What lines in the records below include the word "above"? Return each one.
*** DATA FOR PROCESSING ***
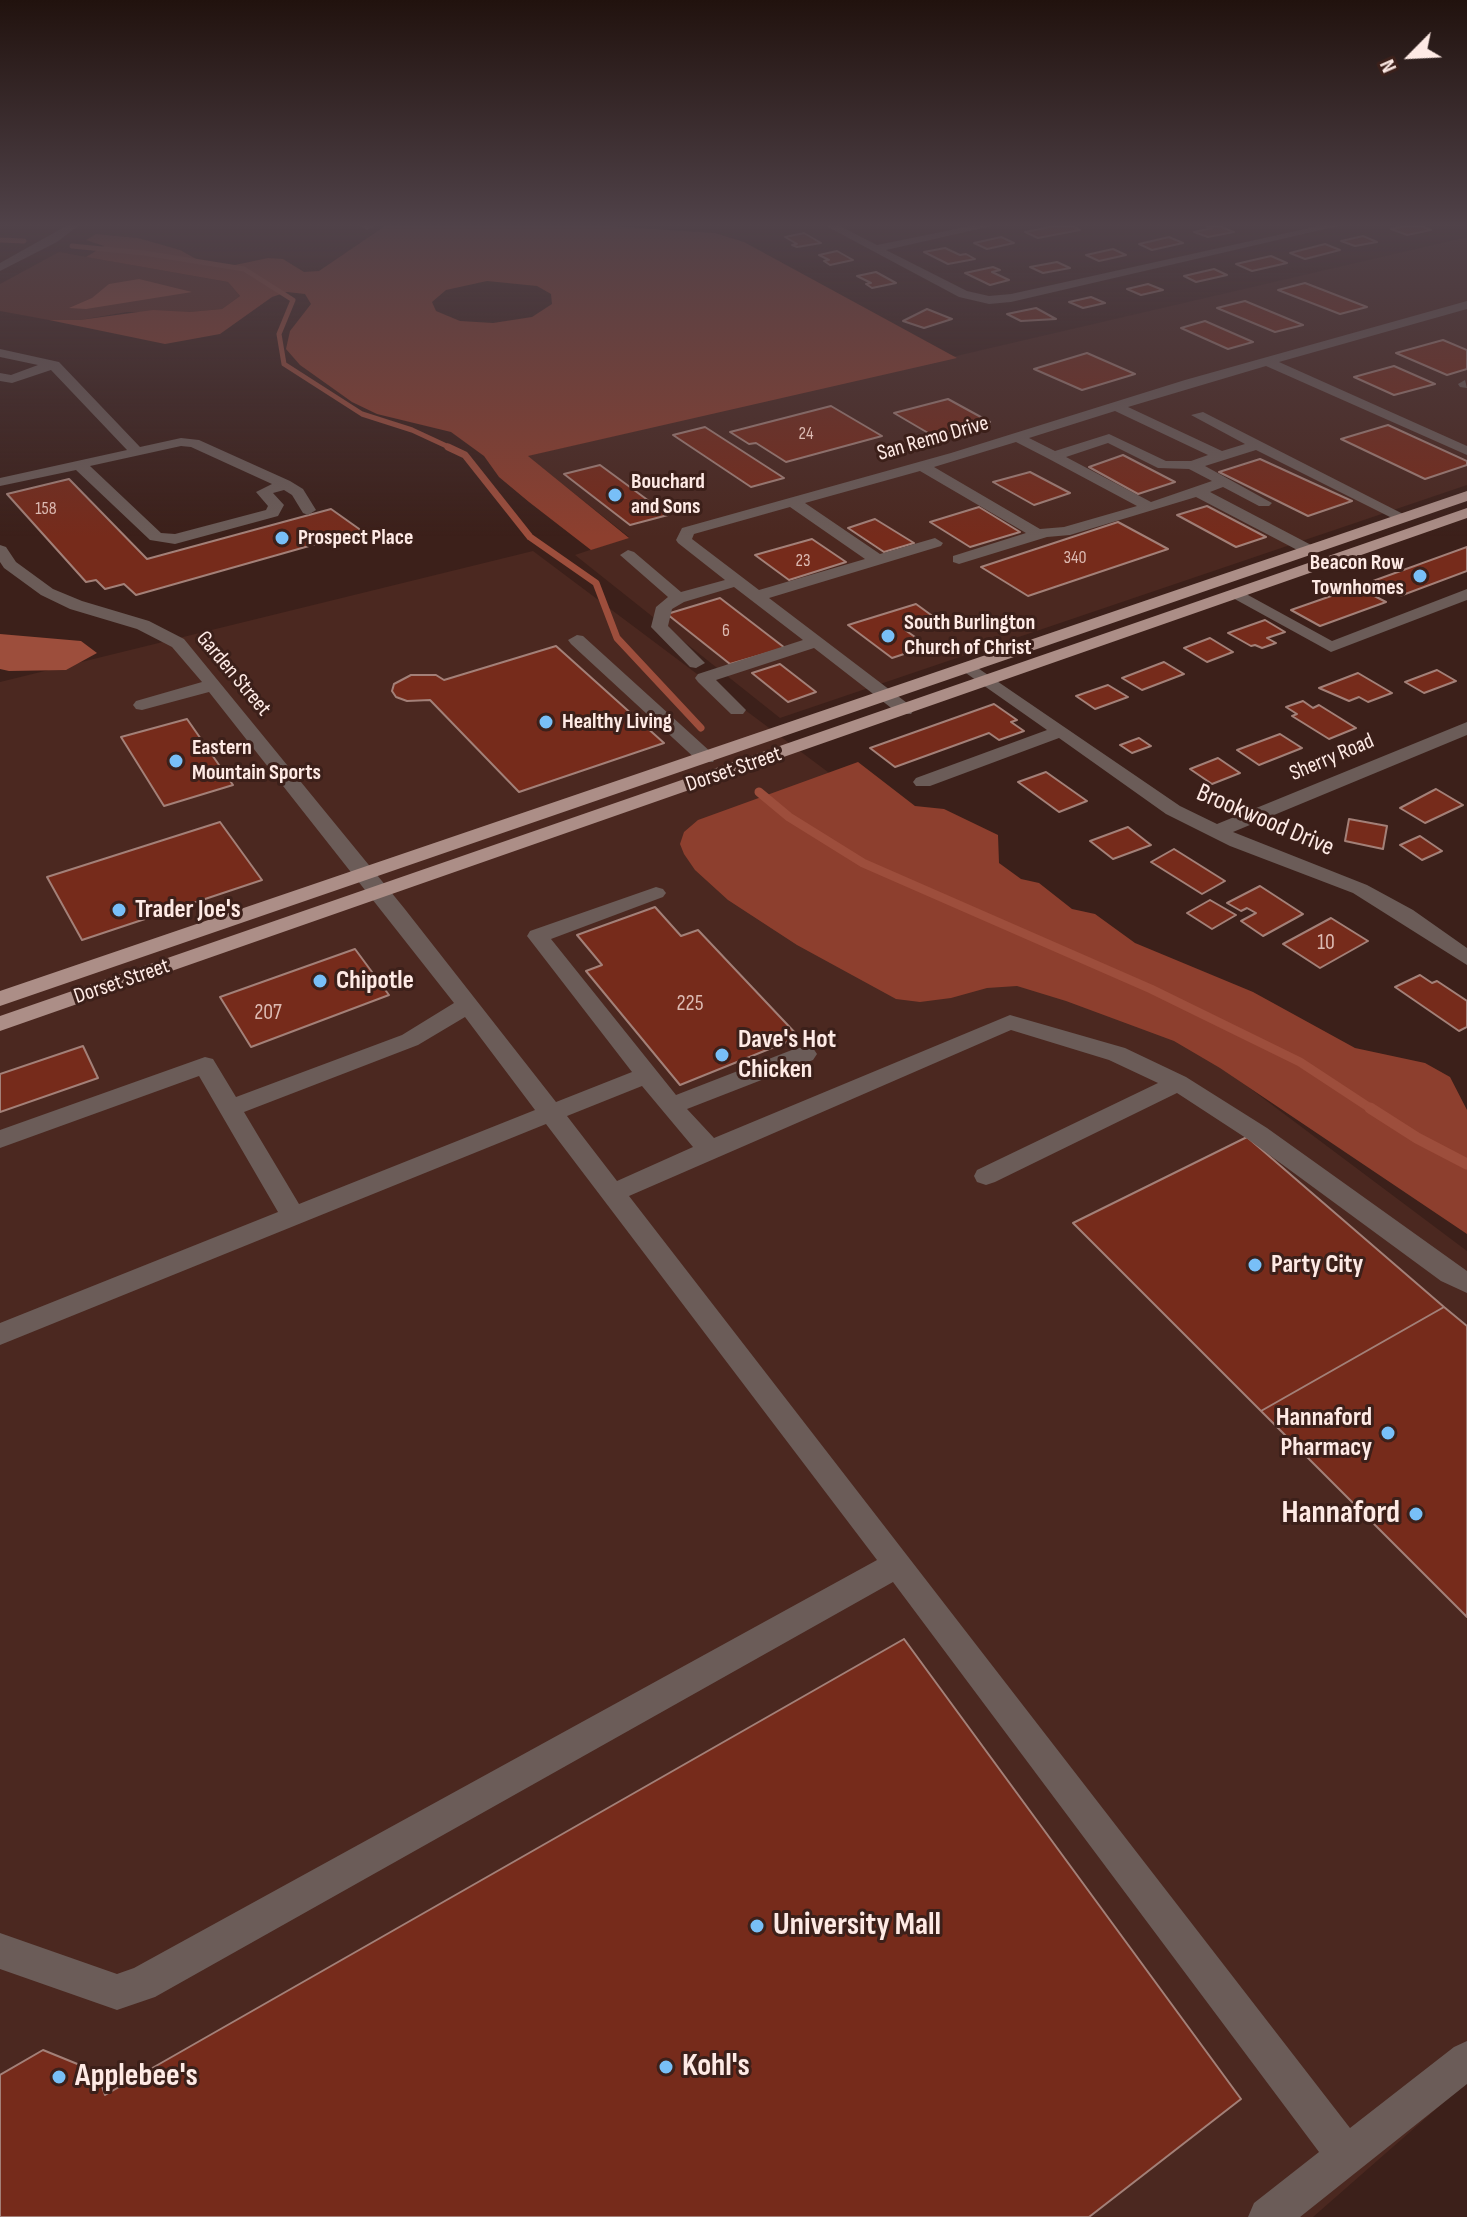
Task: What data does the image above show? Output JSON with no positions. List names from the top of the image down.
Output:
{
  "streets": {
    "main road": ["Dorset Street"],
    "street": [
      "San Remo Drive",
      "Garden Street",
      "Sherry Road",
      "Brookwood Drive"
    ]
  },
  "crossings": [
    ["San Remo Drive", "Dorset Street"],
    ["Garden Street", "Dorset Street"],
    ["Sherry Road", "Brookwood Drive"],
    ["Dorset Street", "Brookwood Drive"]
  ],
  "places": [
    "Bouchard and Sons",
    "Prospect Place",
    "Beacon Row Townhomes",
    "South Burlington Church of Christ",
    "Healthy Living",
    "Eastern Mountain Sports",
    "Trader Joe's",
    "Chipotle",
    "Dave's Hot Chicken",
    "Party City",
    "Hannaford Pharmacy",
    "Hannaford",
    "University Mall",
    "Kohl's",
    "Applebee's"
  ],
  "house_numbers": [
    "24",
    "158",
    "340",
    "23",
    "6",
    "10",
    "225",
    "207"
  ],
  "north": "bottom left"
}
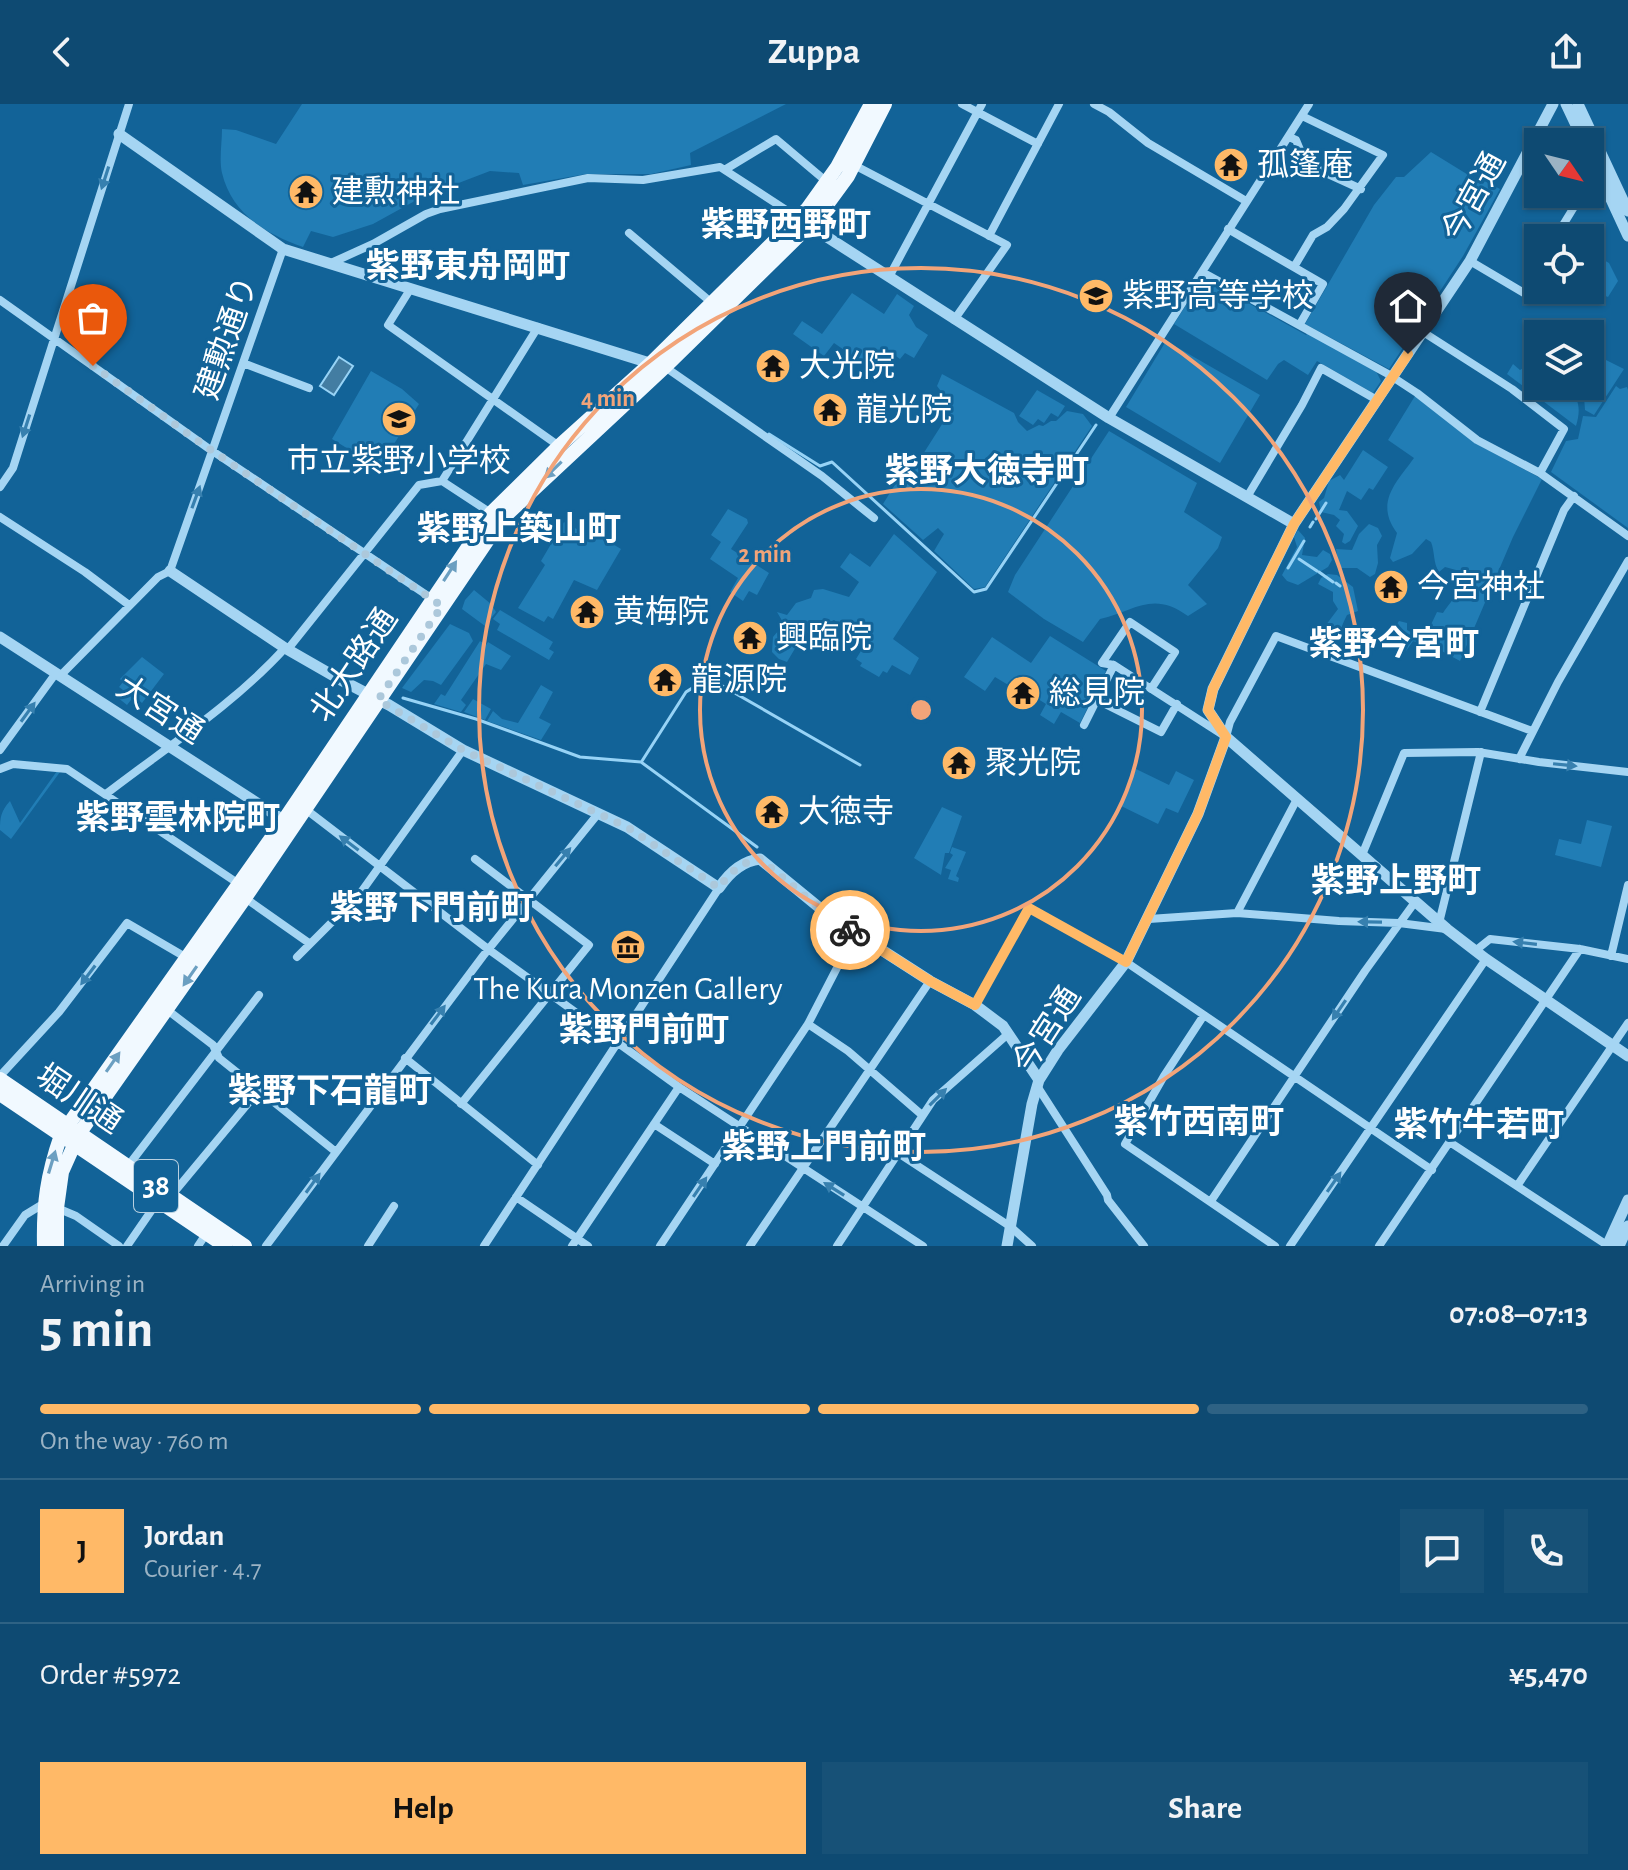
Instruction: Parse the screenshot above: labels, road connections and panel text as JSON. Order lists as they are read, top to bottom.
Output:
*** End of DATA FOR PROCESSING ***
= ANSWER TO THE EXERCISE =
Task: What data does the image above show? Output JSON with no positions. List names from the top of the image down.
Instruction: Parse the screenshot above: labels, road connections and panel text as JSON. Order lists as they are read, top to bottom.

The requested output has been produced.